CRII: III: Trustworthy Diffusion Models
University Of North Carolina At Charlotte, Charlotte NC
Investigators
Abstract
The rapid development and attention towards generative artificial intelligence (AI) makes their trustworthiness a critical issue of societal importance. Diffusion models (DMs) are large generative AI models which can generate high quality images from text instructions. There are concerns about the trustworthiness of DMs in terms of privacy, fairness and explainability. It may over-memorize the training data, which causes vulnerabilities to privacy leakages. Without proper guidance, it may inherent social bias from the training data and generate harmful images towards unprivileged groups. It cannot explain why or how the images are generated based on the instructions.

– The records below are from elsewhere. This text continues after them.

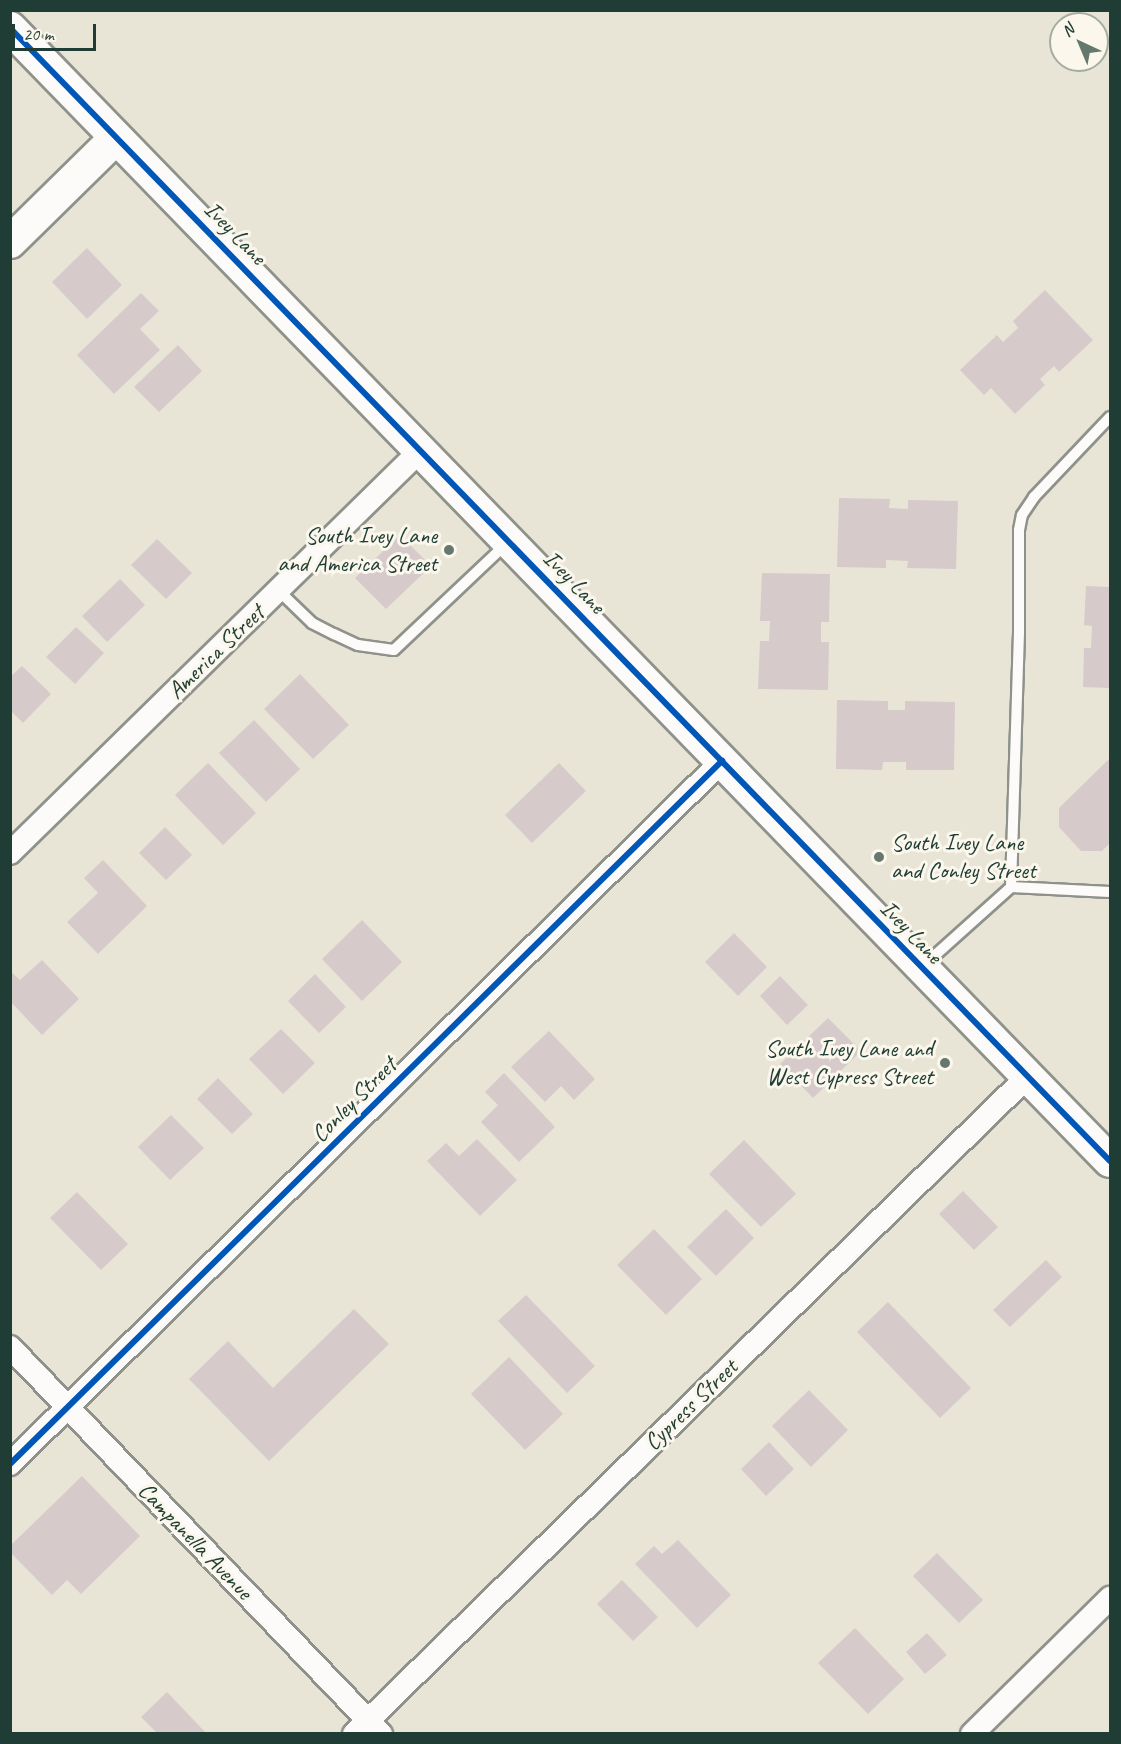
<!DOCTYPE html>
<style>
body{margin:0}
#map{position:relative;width:1121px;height:1744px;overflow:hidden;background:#e8e5d7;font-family:Caveat,sans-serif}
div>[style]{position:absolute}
.building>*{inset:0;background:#d6cacb}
.roads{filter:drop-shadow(2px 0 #8f928a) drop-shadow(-2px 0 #8f928a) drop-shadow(0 2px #8f928a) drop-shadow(0 -2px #8f928a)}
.lane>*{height:10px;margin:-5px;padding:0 5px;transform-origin:5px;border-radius:5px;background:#fcfbf9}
.street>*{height:22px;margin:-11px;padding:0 11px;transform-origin:11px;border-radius:11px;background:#fcfbf9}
.secondary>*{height:32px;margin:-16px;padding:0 16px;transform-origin:16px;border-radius:16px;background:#fcfbf9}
.cycleway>*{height:6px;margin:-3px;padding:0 3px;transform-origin:3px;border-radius:3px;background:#0057b8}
.dots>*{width:16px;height:16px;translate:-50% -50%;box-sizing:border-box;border:3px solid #fbf7ec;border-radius:50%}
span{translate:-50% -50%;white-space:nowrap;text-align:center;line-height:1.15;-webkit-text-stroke:6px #fbf7ec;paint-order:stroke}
.street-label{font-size:24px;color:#1f3d34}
.poi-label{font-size:24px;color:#1f3d34}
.right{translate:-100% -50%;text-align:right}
.left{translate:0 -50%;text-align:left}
.frame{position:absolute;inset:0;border:12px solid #1f3d34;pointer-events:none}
.north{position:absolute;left:1049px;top:12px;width:60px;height:60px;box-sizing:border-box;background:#fbf7ec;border:2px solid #a3ada2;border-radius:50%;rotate:316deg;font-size:16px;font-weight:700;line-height:24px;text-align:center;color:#1f3d34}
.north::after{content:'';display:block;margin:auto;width:21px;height:27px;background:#65786d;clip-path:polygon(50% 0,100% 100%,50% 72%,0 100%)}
.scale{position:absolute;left:12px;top:24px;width:84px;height:27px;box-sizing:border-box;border:3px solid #1f3d34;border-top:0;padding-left:8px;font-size:18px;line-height:21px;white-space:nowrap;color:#1f3d34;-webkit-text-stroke:4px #fbf7ec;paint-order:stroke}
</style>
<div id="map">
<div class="building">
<div style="clip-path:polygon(87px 248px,122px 285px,87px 319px,52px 282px)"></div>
<div style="clip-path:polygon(1045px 290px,1093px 340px,1059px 372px,1054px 366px,1040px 379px,1045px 385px,1015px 414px,991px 388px,984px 395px,960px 370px,997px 335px,1003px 342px,1018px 328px,1013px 321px)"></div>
<div style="clip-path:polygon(141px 293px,159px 311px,140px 329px,160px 350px,114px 394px,77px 355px)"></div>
<div style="clip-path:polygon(178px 345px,202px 371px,159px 412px,134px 387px)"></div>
<div style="clip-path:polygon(839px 498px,890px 499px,889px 508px,908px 509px,908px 500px,958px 501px,956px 569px,907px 568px,908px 561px,886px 560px,886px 568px,837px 567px)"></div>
<div style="clip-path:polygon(400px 535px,431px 566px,386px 609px,355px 578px)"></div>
<div style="clip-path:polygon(157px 539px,192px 573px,166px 599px,131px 565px)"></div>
<div style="clip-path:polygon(762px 573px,830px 574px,829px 622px,821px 622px,821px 642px,829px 642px,828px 690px,758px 689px,760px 641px,769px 641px,770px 621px,760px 621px)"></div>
<div style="clip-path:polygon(120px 579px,145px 605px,107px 642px,82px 616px)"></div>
<div style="clip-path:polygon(1086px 586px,1110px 587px,1110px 688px,1083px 687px,1084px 648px,1091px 648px,1092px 626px,1084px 625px)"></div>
<div style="clip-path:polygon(76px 627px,104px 653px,75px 684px,46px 657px)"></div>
<div style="clip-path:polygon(22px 666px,51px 694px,23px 723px,10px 710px,10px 677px)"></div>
<div style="clip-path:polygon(300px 674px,349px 725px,313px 759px,264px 709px)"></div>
<div style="clip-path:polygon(837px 700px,888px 701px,888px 710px,905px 710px,905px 701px,955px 702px,954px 770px,906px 770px,906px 762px,883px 762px,882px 770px,836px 769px)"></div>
<div style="clip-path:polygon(254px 720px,300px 769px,266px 802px,219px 753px)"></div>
<div style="clip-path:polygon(1110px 758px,1110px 843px,1102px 851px,1081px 851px,1059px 827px,1059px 808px)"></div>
<div style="clip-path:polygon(208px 763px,256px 813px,223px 845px,175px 795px)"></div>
<div style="clip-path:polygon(559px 763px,586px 791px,532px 843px,505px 815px)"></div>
<div style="clip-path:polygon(165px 827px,192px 855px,166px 880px,139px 853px)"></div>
<div style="clip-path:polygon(103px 860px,147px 906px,98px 954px,67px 922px,98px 893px,84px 878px)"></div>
<div style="clip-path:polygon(362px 920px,402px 962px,362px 1001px,322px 959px)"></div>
<div style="clip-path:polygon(734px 933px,767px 967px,738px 996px,705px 962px)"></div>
<div style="clip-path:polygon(42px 960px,79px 999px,42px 1035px,10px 1001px,10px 971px,20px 980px)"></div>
<div style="clip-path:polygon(315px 974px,346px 1007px,319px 1033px,288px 1001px)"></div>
<div style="clip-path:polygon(780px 976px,808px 1005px,787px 1025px,760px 996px)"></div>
<div style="clip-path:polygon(828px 1018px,861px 1051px,813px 1098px,780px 1064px)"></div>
<div style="clip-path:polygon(281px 1029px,315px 1063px,283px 1094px,249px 1059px)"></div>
<div style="clip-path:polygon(549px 1031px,595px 1079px,574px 1100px,561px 1086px,545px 1102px,511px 1067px)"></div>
<div style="clip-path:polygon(504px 1073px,555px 1127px,519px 1162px,481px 1122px,498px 1105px,485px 1092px)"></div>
<div style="clip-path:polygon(218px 1078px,253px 1114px,232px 1134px,197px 1099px)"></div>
<div style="clip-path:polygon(171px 1115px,204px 1148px,170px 1180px,138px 1147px)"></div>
<div style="clip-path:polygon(477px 1139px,517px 1180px,480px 1216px,427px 1161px,446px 1143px,459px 1156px)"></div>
<div style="clip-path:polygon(744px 1140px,796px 1194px,761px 1227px,709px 1174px)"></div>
<div style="clip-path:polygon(963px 1191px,998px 1227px,974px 1250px,939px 1214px)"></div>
<div style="clip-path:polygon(77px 1192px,128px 1244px,101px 1270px,50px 1218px)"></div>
<div style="clip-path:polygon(726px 1209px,754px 1238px,716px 1276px,687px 1247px)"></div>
<div style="clip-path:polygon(654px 1229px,702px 1279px,666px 1315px,617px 1265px)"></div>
<div style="clip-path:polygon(1046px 1260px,1062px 1277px,1010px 1327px,993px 1310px)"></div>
<div style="clip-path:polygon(526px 1295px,595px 1366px,567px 1393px,498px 1321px)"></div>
<div style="clip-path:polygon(888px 1302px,971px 1388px,940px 1418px,857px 1332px)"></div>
<div style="clip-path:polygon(354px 1309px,389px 1344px,269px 1461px,189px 1379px,228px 1341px,273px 1388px)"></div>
<div style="clip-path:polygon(509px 1357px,563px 1414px,525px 1450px,471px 1394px)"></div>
<div style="clip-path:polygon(809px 1390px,848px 1430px,811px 1467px,772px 1426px)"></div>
<div style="clip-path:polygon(769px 1442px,794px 1469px,766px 1496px,741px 1469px)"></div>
<div style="clip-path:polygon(82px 1476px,140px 1536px,81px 1594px,67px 1580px,52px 1595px,10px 1552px,10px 1546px)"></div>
<div style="clip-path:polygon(678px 1540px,731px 1595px,697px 1628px,635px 1564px,654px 1546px,662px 1554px)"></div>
<div style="clip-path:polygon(937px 1553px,983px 1600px,959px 1623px,913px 1576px)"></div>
<div style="clip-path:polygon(622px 1580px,658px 1617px,633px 1641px,597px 1604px)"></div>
<div style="clip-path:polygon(855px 1628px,904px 1679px,868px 1714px,818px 1663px)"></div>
<div style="clip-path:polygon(927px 1633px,947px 1655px,925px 1674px,906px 1652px)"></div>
<div style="clip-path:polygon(167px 1692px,207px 1734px,158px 1734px,141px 1717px)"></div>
</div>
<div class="roads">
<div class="lane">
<div style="left:278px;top:590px;width:47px;rotate:44.1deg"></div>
<div style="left:312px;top:623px;width:25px;rotate:27deg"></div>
<div style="left:334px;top:634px;width:26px;rotate:25deg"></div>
<div style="left:358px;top:645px;width:36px;rotate:8deg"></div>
<div style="left:394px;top:650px;width:156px;rotate:-43.4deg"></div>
<div style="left:1011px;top:887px;width:99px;rotate:2.9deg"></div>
<div style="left:923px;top:966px;width:118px;rotate:-41.9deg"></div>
<div style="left:1011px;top:887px;width:256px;rotate:-88.2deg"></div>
<div style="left:1019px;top:631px;width:101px;rotate:-90deg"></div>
<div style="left:1019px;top:530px;width:15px;rotate:-79deg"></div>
<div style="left:1022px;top:515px;width:22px;rotate:-56deg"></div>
<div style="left:1034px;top:497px;width:110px;rotate:-46.5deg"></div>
</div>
<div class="street">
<div style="left:10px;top:853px;width:576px;rotate:-44.44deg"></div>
<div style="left:10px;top:1347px;width:536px;rotate:46.21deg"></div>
<div style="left:10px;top:1464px;width:1001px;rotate:-44.64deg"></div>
<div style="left:354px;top:1734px;width:942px;rotate:-44.31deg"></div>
<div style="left:972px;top:1734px;width:194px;rotate:-44.6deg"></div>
</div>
<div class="secondary">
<div style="left:10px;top:28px;width:1579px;rotate:45.85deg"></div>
<div style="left:10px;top:242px;width:148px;rotate:-44.5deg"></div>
</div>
</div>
<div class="cycleway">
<div style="left:10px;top:28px;width:1579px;rotate:45.85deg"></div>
<div style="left:10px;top:1464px;width:1001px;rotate:-44.64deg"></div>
</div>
<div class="dots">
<div style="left:449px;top:550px;background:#65786d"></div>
<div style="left:879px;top:857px;background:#65786d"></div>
<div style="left:945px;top:1063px;background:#65786d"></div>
</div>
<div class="street-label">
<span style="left:235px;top:233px;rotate:46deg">Ivey Lane</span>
<span style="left:574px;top:582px;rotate:46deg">Ivey Lane</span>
<span style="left:216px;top:652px;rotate:-44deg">America Street</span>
<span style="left:911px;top:932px;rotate:46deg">Ivey Lane</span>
<span style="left:354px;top:1100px;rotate:-45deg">Conley Street</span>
<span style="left:691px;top:1405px;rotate:-44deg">Cypress Street</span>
<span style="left:195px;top:1541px;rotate:46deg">Campanella Avenue</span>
</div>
<div class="poi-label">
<span class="right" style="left:437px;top:550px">South Ivey Lane<br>and America Street</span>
<span class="left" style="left:891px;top:857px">South Ivey Lane<br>and Conley Street</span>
<span class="right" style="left:933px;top:1063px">South Ivey Lane and<br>West Cypress Street</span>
</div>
<div class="frame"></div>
<div class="north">N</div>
<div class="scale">20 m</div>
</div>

This project evaluates the trustworthiness of DMs and provides advanced solutions to address these issues. The results of this project can benefit decision-makers and practitioners in different areas such as health care, media, law, and education to adopt generative models to assist content creation and daily productivity. This project extends the current techniques in Diffusion Models focusing on a single aspect of trustworthiness to achieve multi-desiderata simultaneously including privacy, fairness, and explainability. This project first implements differential private DMs to defend against privacy attacks. It then introduces fair training in private DMs to avoid spurious correlation and stereotyping in generated content. In addition, it explores faithful explanations of DMs with the assistance of attention mechanisms. Most importantly, the projects evaluate the trade-off between these trustworthiness properties and generative quality in a joint trustworthy DM framework. This award reflects NSF's statutory mission and has been deemed worthy of support through evaluation using the Foundation's intellectual merit and broader impacts review criteria.